#### Exercise aim
All records are to be transcribed in full; any pictures among them are to be skipped.

#### Input data
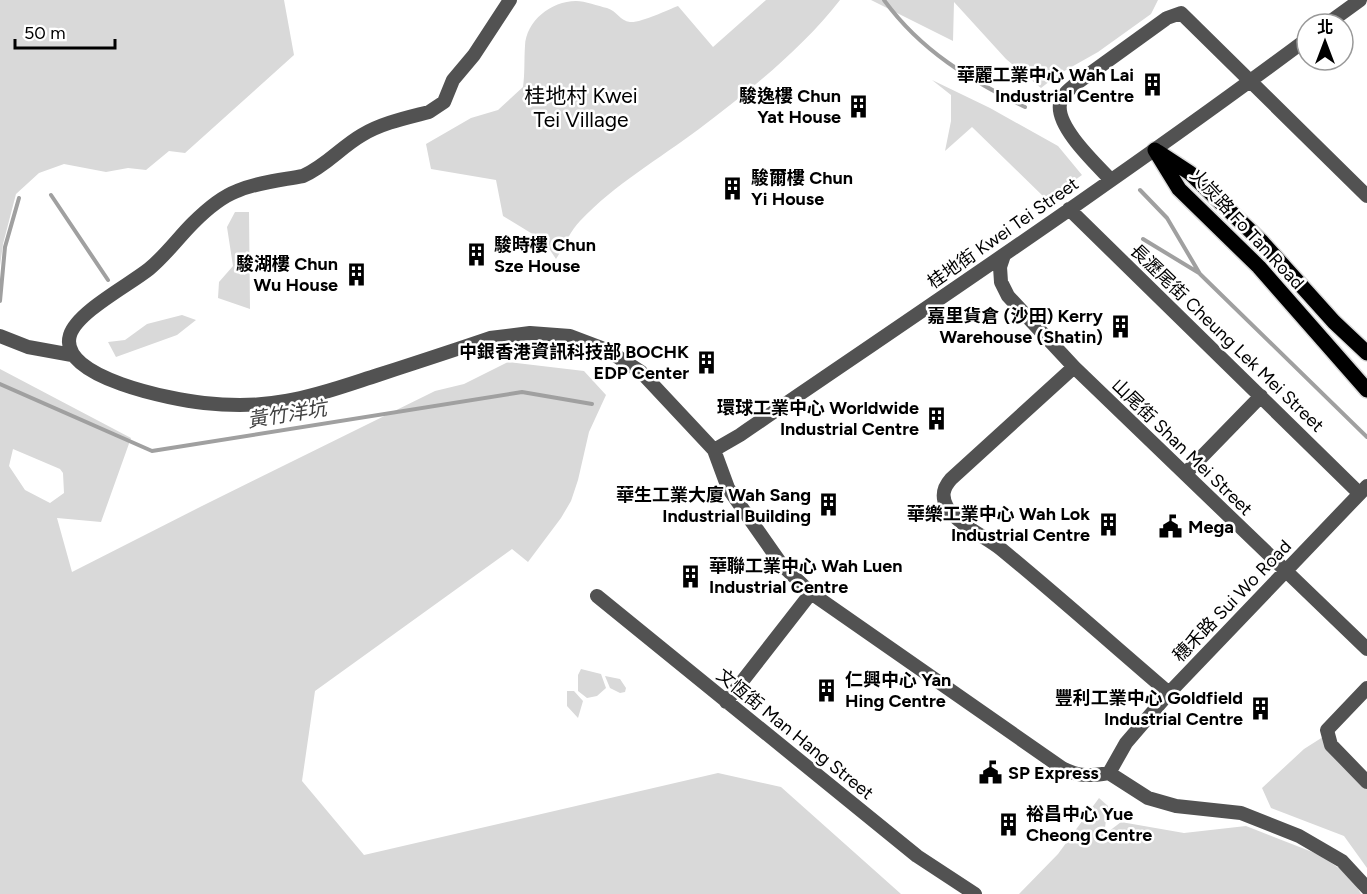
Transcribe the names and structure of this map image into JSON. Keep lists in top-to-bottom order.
{
  "streets": {
    "main road": ["火炭路 Fo Tan Road"],
    "street": [
      "桂地街 Kwei Tei Street",
      "長瀝尾街 Cheung Lek Mei Street",
      "山尾街 Shan Mei Street",
      "穗禾路 Sui Wo Road",
      "文恆街 Man Hang Street"
    ]
  },
  "crossings": [
    ["火炭路 Fo Tan Road", "桂地街 Kwei Tei Street"],
    ["桂地街 Kwei Tei Street", "長瀝尾街 Cheung Lek Mei Street"],
    ["桂地街 Kwei Tei Street", "山尾街 Shan Mei Street"],
    ["長瀝尾街 Cheung Lek Mei Street", "穗禾路 Sui Wo Road"],
    ["山尾街 Shan Mei Street", "穗禾路 Sui Wo Road"]
  ],
  "districts": ["桂地村 Kwei Tei Village"],
  "water": ["黃竹洋坑"],
  "places": {
    "building": [
      "華麗工業中心 Wah Lai Industrial Centre",
      "駿逸樓 Chun Yat House",
      "駿爾樓 Chun Yi House",
      "駿時樓 Chun Sze House",
      "駿湖樓 Chun Wu House",
      "嘉里貨倉 (沙田) Kerry Warehouse (Shatin)",
      "中銀香港資訊科技部 BOCHK EDP Center",
      "環球工業中心 Worldwide Industrial Centre",
      "華生工業大廈 Wah Sang Industrial Building",
      "華樂工業中心 Wah Lok Industrial Centre",
      "華聯工業中心 Wah Luen Industrial Centre",
      "仁興中心 Yan Hing Centre",
      "豐利工業中心 Goldfield Industrial Centre",
      "裕昌中心 Yue Cheong Centre"
    ],
    "public building": ["Mega", "SP Express"]
  },
  "scale_bar": "50 m",
  "north": "top"
}
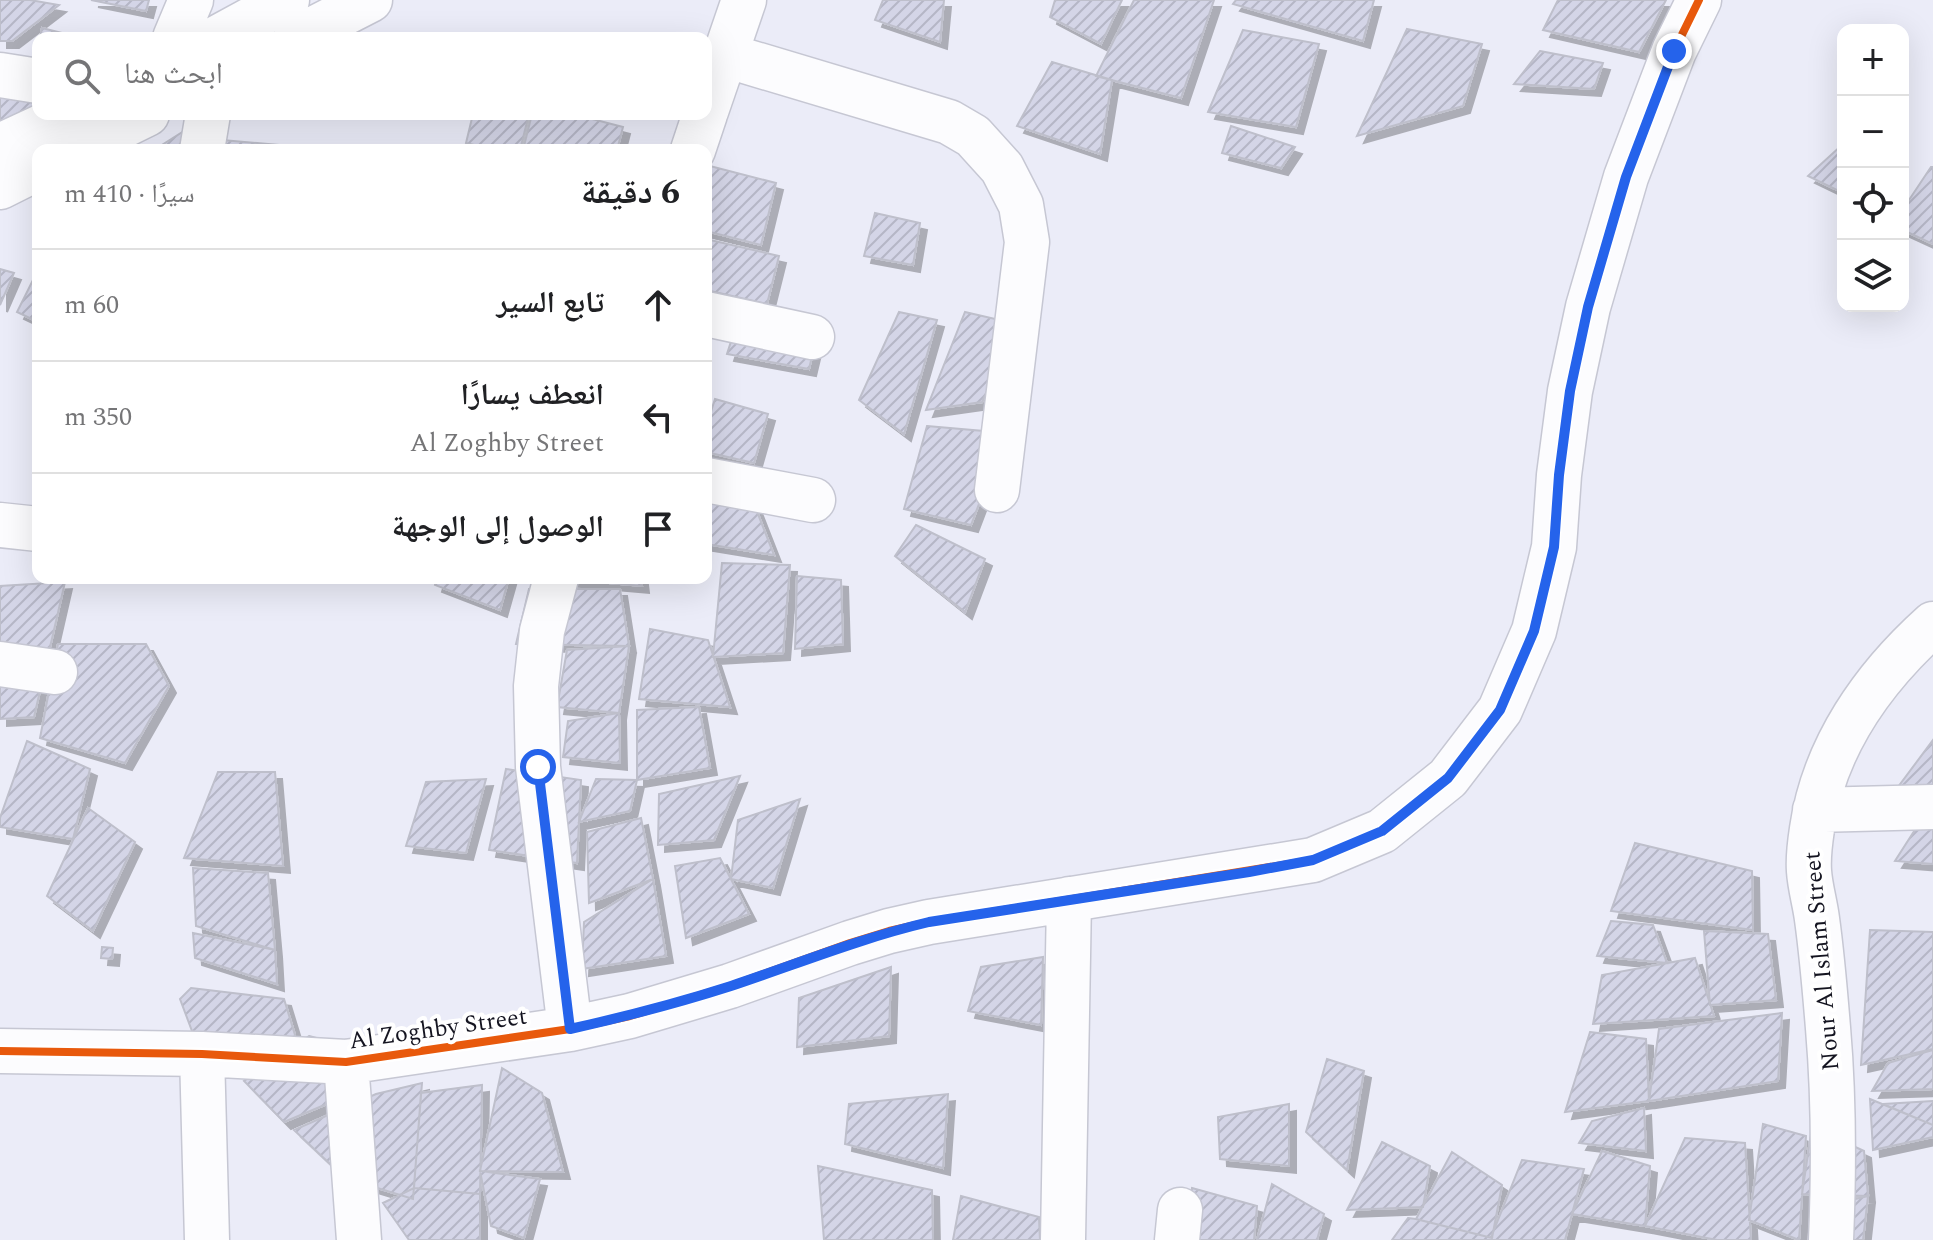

#### Answer box
Transcribe the names and structure of this map image into JSON. Keep lists in top-to-bottom order.
{
  "streets": {
    "main road": ["火炭路 Fo Tan Road"],
    "street": [
      "桂地街 Kwei Tei Street",
      "長瀝尾街 Cheung Lek Mei Street",
      "山尾街 Shan Mei Street",
      "穗禾路 Sui Wo Road",
      "文恆街 Man Hang Street"
    ]
  },
  "crossings": [
    ["火炭路 Fo Tan Road", "桂地街 Kwei Tei Street"],
    ["桂地街 Kwei Tei Street", "長瀝尾街 Cheung Lek Mei Street"],
    ["桂地街 Kwei Tei Street", "山尾街 Shan Mei Street"],
    ["長瀝尾街 Cheung Lek Mei Street", "穗禾路 Sui Wo Road"],
    ["山尾街 Shan Mei Street", "穗禾路 Sui Wo Road"]
  ],
  "districts": ["桂地村 Kwei Tei Village"],
  "water": ["黃竹洋坑"],
  "places": {
    "building": [
      "華麗工業中心 Wah Lai Industrial Centre",
      "駿逸樓 Chun Yat House",
      "駿爾樓 Chun Yi House",
      "駿時樓 Chun Sze House",
      "駿湖樓 Chun Wu House",
      "嘉里貨倉 (沙田) Kerry Warehouse (Shatin)",
      "中銀香港資訊科技部 BOCHK EDP Center",
      "環球工業中心 Worldwide Industrial Centre",
      "華生工業大廈 Wah Sang Industrial Building",
      "華樂工業中心 Wah Lok Industrial Centre",
      "華聯工業中心 Wah Luen Industrial Centre",
      "仁興中心 Yan Hing Centre",
      "豐利工業中心 Goldfield Industrial Centre",
      "裕昌中心 Yue Cheong Centre"
    ],
    "public building": ["Mega", "SP Express"]
  },
  "scale_bar": "50 m",
  "north": "top"
}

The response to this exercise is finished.